Kate nodded and walked on, and Reuben went about his work.

There was, however, much more opportunity for getting into scrapes than Reuben imagined, although the scrapes were not of the kind he had pictured. Being naturally careless, he had not been there a week before, in his eagerness to get home to a particularly interesting book, he forgot to carry out his orders to shut the cucumber frames and, a sharp frost coming on in the night, the plants were all killed; to the immense indignation of the gardener, who reported the fact, with a very serious face, to the squire.

"I am afraid that boy will never do, squire. Such carelessness I never did see, and them plants was going on beautifully."

"Confound the young rascal!" the squire said wrathfully, for he was fond of cucumbers. "I will speak to him myself. This sort of thing will never do."

And accordingly, the squire spoke somewhat sharply to Reuben, who was really sorry for the damage his carelessness had caused; and he not only promised the squire that it should not occur again, but mentally resolved very firmly that it should not. He felt very shamefaced when Kate passed him in the garden, with a serious shake of her head, signifying that she was shocked that he had thus early got into a scrape, and discredited her recommendation.

The lesson was a useful one. Henceforth Reuben paid closer attention to his work, and even the gardener, who regarded boys as his great trial in life, expressed himself satisfied with him.

"Since that affair of the cucumbers I must own, squire," he said a month later, "that he is the best boy I have come across. He attends to what I say and remembers it, and I find I can trust him to do jobs that I have never been able to trust boys with, before. He seems to take an interest in it, and as he is well spoken and civil, he ought to get on and make a good gardener, in time."

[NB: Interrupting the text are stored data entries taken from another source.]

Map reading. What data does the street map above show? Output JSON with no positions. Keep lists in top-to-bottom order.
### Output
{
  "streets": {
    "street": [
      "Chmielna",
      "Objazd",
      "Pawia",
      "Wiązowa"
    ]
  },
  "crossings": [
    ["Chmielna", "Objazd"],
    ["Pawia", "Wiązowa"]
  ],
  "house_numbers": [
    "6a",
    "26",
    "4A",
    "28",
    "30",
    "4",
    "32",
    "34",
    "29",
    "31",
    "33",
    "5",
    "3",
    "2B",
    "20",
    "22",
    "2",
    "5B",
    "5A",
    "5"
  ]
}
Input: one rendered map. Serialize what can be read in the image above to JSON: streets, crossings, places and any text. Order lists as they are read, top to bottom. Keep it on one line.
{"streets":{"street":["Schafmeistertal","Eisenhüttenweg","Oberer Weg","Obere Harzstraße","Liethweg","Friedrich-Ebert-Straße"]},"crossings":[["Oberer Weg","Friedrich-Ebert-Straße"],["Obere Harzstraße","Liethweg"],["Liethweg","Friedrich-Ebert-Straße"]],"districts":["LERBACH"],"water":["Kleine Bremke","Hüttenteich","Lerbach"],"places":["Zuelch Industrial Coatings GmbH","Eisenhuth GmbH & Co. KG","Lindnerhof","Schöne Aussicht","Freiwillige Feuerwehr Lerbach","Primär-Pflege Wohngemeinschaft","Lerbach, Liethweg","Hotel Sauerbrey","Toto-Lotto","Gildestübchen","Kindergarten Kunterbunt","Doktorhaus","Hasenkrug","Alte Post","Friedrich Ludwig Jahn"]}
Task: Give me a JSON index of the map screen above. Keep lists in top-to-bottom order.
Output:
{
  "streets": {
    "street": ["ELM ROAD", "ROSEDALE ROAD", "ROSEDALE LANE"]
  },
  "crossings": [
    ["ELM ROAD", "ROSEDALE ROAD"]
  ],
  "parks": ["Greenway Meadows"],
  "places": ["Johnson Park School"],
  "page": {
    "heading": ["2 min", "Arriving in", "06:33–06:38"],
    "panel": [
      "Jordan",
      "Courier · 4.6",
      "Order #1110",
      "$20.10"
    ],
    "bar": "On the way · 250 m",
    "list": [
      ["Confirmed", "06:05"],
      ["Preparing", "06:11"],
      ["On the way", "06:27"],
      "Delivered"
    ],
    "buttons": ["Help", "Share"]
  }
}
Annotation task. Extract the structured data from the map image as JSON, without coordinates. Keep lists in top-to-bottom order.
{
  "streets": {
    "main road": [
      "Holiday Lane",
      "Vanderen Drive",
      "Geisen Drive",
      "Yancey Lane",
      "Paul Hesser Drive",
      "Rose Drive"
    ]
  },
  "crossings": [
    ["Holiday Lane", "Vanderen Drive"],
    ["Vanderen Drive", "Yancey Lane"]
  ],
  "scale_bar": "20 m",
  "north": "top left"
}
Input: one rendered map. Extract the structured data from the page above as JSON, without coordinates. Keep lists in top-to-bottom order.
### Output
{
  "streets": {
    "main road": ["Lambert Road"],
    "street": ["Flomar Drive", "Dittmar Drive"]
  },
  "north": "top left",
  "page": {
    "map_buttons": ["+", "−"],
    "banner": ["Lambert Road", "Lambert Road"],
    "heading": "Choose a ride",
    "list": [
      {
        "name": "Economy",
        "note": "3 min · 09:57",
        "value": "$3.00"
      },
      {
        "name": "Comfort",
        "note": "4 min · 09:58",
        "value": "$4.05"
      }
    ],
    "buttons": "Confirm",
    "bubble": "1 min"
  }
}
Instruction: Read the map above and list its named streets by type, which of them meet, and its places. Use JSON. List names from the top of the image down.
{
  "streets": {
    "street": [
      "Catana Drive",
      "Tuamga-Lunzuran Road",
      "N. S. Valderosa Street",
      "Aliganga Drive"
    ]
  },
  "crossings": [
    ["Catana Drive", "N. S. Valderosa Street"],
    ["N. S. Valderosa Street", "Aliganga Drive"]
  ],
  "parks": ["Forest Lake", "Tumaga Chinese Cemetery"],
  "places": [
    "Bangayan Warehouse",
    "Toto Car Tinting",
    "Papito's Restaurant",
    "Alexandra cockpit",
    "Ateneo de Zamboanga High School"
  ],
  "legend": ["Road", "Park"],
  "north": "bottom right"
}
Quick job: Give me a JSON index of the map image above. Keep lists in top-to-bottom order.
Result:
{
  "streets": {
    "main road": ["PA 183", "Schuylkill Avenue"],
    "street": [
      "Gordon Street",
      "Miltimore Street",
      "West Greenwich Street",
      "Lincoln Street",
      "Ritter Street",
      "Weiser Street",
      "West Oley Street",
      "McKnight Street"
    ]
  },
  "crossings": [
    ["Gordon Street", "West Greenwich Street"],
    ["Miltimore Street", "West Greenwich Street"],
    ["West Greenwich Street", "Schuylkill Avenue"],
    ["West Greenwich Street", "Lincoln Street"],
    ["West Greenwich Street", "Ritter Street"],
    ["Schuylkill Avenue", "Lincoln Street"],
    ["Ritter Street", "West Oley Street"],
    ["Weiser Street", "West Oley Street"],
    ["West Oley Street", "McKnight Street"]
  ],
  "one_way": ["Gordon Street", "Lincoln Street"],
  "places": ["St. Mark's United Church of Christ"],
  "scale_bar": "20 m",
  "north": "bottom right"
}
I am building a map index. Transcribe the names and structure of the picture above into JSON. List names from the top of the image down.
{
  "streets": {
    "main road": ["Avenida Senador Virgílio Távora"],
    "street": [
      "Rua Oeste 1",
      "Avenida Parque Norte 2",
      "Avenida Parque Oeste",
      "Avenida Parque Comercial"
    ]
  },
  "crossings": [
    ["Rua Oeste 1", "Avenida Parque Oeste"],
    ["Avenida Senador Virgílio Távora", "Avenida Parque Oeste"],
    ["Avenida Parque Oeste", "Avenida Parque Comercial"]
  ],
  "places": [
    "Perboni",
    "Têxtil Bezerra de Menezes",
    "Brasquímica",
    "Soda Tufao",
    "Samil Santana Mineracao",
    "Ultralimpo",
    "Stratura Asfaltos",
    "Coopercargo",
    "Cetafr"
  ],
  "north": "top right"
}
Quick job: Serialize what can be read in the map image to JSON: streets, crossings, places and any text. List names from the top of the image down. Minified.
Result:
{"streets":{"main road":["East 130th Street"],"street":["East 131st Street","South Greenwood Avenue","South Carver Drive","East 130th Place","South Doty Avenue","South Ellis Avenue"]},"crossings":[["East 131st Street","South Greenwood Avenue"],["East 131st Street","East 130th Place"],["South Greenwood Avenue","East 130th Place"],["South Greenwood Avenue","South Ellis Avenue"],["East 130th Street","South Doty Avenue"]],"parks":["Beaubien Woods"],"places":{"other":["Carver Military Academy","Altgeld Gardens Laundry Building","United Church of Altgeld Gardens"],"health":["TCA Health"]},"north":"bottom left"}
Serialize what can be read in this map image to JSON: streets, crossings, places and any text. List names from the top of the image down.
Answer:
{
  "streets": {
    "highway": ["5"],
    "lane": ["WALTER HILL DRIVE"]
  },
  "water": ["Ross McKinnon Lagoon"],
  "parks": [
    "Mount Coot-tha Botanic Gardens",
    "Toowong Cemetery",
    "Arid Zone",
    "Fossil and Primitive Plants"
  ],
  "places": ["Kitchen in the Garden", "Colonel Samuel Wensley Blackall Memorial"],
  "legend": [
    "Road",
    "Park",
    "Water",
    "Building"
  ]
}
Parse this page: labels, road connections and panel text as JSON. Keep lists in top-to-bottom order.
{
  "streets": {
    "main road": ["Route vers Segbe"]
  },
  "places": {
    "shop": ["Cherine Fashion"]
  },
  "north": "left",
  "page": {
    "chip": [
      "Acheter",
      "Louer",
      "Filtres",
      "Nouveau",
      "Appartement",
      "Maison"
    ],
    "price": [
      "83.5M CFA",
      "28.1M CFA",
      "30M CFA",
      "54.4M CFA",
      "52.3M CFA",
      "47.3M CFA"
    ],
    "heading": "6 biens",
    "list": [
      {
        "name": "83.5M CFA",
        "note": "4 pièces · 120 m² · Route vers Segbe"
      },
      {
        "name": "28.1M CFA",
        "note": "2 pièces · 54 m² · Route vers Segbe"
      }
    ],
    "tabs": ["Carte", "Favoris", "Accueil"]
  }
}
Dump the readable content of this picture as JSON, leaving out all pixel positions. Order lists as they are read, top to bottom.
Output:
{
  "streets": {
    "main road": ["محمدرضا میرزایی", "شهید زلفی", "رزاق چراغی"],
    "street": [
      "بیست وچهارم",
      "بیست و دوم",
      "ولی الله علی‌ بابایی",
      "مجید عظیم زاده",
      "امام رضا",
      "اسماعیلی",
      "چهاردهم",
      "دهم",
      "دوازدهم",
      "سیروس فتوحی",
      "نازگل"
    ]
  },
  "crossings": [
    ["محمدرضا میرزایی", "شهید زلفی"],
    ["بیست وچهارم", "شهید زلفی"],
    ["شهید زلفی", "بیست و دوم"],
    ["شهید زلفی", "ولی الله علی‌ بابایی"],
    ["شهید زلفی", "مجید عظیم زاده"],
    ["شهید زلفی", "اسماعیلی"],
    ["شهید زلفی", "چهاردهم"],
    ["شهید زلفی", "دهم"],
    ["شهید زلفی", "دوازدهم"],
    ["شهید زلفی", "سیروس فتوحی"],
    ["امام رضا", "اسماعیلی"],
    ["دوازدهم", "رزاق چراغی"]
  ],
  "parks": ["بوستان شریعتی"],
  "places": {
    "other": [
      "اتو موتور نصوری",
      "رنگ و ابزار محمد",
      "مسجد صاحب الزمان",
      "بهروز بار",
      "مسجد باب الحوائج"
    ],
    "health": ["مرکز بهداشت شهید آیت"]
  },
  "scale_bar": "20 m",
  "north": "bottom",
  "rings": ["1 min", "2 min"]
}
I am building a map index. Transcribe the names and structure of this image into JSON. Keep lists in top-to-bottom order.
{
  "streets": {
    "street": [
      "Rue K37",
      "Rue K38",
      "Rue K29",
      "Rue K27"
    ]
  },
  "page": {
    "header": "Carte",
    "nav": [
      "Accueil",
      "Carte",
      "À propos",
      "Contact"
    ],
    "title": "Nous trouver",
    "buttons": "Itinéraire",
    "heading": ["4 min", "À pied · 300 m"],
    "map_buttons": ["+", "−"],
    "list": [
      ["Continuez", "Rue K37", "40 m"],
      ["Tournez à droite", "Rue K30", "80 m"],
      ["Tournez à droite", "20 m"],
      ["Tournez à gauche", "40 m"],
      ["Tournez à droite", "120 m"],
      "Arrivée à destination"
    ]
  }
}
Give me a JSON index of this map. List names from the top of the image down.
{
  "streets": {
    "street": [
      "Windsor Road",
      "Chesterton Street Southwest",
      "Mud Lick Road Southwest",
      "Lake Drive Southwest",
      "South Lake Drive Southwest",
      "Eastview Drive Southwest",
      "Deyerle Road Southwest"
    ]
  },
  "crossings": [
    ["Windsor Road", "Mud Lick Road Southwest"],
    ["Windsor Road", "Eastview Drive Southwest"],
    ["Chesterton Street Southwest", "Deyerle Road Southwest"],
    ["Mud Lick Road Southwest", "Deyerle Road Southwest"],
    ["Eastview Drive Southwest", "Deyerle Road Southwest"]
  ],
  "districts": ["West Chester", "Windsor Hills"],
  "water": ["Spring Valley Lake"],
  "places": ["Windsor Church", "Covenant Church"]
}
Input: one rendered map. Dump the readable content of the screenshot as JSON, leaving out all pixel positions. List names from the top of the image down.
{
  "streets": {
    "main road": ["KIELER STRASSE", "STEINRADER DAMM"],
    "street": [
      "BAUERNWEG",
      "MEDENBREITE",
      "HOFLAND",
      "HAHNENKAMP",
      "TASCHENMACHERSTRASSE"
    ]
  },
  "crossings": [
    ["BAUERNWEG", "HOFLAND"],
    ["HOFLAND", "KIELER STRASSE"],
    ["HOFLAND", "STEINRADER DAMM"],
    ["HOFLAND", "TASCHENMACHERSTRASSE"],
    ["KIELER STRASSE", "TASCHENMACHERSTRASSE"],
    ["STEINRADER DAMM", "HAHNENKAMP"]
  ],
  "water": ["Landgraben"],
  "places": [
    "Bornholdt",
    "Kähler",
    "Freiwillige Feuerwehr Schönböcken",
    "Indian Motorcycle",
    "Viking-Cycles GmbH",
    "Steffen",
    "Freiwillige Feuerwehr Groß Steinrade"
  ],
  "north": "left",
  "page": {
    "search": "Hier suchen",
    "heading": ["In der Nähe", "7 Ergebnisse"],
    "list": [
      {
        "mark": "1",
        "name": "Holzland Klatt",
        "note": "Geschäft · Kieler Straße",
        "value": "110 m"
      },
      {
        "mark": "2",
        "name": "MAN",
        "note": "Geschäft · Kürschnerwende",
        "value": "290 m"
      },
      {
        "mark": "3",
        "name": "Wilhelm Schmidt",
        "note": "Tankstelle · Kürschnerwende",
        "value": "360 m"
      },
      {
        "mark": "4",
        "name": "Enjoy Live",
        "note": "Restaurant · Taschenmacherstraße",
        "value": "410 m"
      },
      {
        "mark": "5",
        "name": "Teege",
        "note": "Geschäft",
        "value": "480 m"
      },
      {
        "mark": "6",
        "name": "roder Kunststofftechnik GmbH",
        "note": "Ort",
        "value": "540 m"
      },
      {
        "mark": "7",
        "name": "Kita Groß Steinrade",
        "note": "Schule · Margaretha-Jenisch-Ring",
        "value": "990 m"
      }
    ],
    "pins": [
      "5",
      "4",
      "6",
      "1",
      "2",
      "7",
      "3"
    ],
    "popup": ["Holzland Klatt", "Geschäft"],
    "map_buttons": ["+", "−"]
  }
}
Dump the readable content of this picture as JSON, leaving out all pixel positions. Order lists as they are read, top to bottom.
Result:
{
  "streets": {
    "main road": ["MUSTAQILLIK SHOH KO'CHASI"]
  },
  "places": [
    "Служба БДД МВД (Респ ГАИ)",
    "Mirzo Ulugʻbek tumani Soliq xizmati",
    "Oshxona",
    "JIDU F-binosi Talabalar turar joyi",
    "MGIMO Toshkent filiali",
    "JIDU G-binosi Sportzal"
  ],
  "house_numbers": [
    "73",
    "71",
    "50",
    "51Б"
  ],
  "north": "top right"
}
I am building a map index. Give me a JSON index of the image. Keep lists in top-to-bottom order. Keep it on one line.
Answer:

"I am glad to hear a good account of him," the squire replied. "He is sharp and intelligent, and will make his way in life, or I am mistaken. His father was an uncommonly clever fellow, though he made a mess of it, just at the end; and I think the boy takes after him."

Among Reuben's other duties was that of feeding and attending to the dogs. These consisted of two setters, a pointer, and a large house dog, who was chained up at the entrance to the stables. Reuben was soon excellent friends with the sporting dogs, but the watchdog, who had probably been teased by Reuben's predecessor, always growled and showed his teeth when he went near him; and Reuben never dared venture within the length of his chain, but pushed the bowl containing his food just within his reach.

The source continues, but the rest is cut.